Due attention to hygiene and safety standards cannot lead to the sterilization of gestures and rites, to the induction, even unconscious, of fear and insecurity in the faithful.

It trusts in the prudent but firm action of the Bishops that the participation of the faithful in the celebration of the Eucharist is not derailed by the public authorities to a "assembly", and is not considered as comparable or even subordinate to forms of recreational aggregation.

Liturgical rules are not a matter on which the civil authorities can legislate, but only the relevant ecclesiastical authorities (cf. Sacrosanctum Concilium, 22).

It facilitates the participation of the faithful in the celebrations, but without improvised ritual experiments and in full compliance with the rules, contained in the liturgical books, which govern their performance. In the liturgy, an experience of sacredness, of holiness and of beauty that transfigures, we anticipate the harmony of eternal bliss: therefore, take care for the dignity of places, sacred furnishings, celebratory modalities, according to the authoritative indication of the Second Vatican Council: "The rites shine for noble simplicity" (Sacrosanctum Concilium, 34).

The faithful are recognized for the right to receive the Body of Christ and to worship the Lord present in the Eucharist in the manner envisaged, without limitation that goes even beyond the hygiene standards issued by the public authorities or bishops.

The faithful in the Eucharistic celebration worship Jesus Risen present; and we see that with such ease we lose the sense of worship, the prayer of worship. We ask the Pastors to insist, in their catechism, on the need for worship.

A sure principle not to make mistakes is obedience. Obedience to the standards of the Church, obedience to the Bishops. In times of difficulty (e.g. war, pandemics) Bishops and Episcopal Conferences can give provisional regulations to which one must obey. Obedience guards the treasure entrusted to the Church. These measures dictated by the Bishops and the Bishops' Conferences expire when the situation returns to normal.

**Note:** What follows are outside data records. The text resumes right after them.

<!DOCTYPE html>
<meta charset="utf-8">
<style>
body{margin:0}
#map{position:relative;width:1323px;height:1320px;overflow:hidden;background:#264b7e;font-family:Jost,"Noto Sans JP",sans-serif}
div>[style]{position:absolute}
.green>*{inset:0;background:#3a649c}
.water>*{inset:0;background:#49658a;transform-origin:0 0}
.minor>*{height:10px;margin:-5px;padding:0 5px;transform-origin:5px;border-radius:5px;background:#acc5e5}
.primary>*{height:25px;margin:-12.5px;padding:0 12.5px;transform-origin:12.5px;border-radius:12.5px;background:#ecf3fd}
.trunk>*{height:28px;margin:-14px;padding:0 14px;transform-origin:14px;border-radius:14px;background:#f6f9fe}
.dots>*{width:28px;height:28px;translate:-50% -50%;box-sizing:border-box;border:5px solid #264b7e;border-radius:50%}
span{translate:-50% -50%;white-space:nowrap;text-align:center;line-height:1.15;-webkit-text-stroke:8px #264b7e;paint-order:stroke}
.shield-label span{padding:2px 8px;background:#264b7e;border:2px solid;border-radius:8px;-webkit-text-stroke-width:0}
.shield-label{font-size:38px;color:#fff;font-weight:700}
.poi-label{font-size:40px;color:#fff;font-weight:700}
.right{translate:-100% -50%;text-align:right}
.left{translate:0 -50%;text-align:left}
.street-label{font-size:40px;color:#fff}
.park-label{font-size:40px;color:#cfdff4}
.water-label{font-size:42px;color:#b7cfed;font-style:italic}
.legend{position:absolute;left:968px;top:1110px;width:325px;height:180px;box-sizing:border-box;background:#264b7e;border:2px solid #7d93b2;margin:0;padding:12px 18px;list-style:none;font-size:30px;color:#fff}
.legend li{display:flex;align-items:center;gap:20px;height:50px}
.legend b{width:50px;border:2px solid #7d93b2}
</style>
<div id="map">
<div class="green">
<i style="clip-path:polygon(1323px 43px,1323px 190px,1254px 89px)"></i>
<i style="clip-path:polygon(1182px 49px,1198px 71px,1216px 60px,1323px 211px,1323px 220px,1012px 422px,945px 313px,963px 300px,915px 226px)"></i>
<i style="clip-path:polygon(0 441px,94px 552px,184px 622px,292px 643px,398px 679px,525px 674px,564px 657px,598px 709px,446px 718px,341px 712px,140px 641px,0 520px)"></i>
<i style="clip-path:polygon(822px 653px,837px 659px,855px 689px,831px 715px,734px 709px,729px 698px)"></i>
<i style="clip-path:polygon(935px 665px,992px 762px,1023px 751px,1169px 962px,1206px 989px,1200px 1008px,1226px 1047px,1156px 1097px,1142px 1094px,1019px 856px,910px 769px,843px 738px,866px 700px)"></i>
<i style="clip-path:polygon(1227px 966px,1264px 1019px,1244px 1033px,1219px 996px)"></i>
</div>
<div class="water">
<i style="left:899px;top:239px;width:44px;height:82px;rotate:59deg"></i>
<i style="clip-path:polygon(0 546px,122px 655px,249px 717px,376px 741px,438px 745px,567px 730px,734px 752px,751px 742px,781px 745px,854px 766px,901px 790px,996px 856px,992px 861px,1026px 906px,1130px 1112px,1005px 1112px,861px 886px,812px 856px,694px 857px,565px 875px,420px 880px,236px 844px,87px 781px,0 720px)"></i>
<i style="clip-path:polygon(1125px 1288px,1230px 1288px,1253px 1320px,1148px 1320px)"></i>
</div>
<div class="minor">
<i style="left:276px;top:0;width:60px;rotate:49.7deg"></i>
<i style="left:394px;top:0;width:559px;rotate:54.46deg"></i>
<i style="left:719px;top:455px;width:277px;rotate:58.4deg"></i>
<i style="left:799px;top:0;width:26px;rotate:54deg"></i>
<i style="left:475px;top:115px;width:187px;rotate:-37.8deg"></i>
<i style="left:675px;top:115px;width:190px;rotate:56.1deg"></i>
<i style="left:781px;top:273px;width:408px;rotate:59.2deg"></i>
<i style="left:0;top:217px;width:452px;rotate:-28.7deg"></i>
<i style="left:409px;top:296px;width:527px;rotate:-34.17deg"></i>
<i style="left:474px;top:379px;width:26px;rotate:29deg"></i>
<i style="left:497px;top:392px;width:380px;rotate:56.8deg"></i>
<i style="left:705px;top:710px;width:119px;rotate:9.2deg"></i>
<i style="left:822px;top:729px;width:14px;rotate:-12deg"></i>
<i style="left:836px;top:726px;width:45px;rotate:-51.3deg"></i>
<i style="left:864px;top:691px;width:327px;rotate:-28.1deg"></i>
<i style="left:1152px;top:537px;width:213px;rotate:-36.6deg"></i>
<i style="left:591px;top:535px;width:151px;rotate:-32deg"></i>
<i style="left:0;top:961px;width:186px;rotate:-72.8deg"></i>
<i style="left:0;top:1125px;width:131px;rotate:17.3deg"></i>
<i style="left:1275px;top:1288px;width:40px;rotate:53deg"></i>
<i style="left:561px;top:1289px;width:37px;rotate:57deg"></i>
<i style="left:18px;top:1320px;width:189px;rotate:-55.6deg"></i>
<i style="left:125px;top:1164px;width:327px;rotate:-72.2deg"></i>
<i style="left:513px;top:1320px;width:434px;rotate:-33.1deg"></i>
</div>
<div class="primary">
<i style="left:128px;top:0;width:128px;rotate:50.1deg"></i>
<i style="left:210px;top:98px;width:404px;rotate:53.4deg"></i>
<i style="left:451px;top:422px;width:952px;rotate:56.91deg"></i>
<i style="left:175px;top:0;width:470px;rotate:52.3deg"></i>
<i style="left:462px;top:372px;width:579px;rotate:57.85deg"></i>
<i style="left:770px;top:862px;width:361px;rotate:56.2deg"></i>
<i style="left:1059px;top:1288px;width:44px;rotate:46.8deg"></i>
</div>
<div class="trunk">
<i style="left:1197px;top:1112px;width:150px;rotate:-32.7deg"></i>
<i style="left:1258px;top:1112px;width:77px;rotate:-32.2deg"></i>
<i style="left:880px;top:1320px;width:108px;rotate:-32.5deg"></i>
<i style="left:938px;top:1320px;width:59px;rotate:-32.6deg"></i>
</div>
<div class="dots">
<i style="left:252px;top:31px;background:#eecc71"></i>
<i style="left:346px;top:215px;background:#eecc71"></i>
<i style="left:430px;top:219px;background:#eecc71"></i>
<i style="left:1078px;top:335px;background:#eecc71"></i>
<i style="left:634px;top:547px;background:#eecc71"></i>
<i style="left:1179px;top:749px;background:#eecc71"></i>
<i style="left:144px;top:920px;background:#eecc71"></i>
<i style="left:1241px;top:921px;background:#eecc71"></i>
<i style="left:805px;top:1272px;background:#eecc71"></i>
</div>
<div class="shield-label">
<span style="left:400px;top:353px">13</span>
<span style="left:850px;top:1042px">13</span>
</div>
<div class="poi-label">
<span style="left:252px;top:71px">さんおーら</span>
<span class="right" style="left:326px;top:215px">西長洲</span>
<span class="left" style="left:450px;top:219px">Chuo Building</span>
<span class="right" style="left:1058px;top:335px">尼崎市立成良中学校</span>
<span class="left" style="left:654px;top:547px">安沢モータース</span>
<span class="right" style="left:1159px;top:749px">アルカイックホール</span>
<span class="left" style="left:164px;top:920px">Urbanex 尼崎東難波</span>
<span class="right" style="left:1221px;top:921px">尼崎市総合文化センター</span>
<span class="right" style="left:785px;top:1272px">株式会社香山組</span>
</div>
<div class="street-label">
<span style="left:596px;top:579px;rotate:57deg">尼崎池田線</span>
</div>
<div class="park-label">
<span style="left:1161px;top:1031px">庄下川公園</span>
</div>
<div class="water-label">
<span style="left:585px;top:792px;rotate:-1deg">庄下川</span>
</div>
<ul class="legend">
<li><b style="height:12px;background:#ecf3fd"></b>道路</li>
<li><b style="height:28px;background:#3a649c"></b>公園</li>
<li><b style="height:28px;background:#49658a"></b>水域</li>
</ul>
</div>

The Church will continue to guard the human person as a whole. It testifies to hope, invites us to trust in God, remembers that earthly existence is important, but much more important is eternal life: sharing the same life with God for eternity is our goal, our vocation. This is the faith of the Church, witnessed over the centuries by legions of martyrs and saints, a positive announcement that frees from one-dimensional reductions, from ideologies: to the dutiful concern for public health the Church combines the announcement and the accompaniment towards the eternal salvation of souls. So we continue to trust God's mercy, to invoke the intercession of the blessed Virgin Mary, salus infirmorum et auxilium christianorum, for all those who are tried hard by the pandemic and every other affliction, we persevere in prayer for those who have left this life, and at the same time we renew the intention of being witnesses of the Risen and announcers of a certain hope, which transcends the limits of this world.

From the Vatican, 15 August 2020 The Assumption of the Blessed Virgin Mary

The High Pontiff Francis, in the Audience granted on 3 September 2020, to my p.m. Cardinal Prefect of the Congregation for the Divine Cult and the Discipline of the Sacraments, approved this Letter and ordered its publication.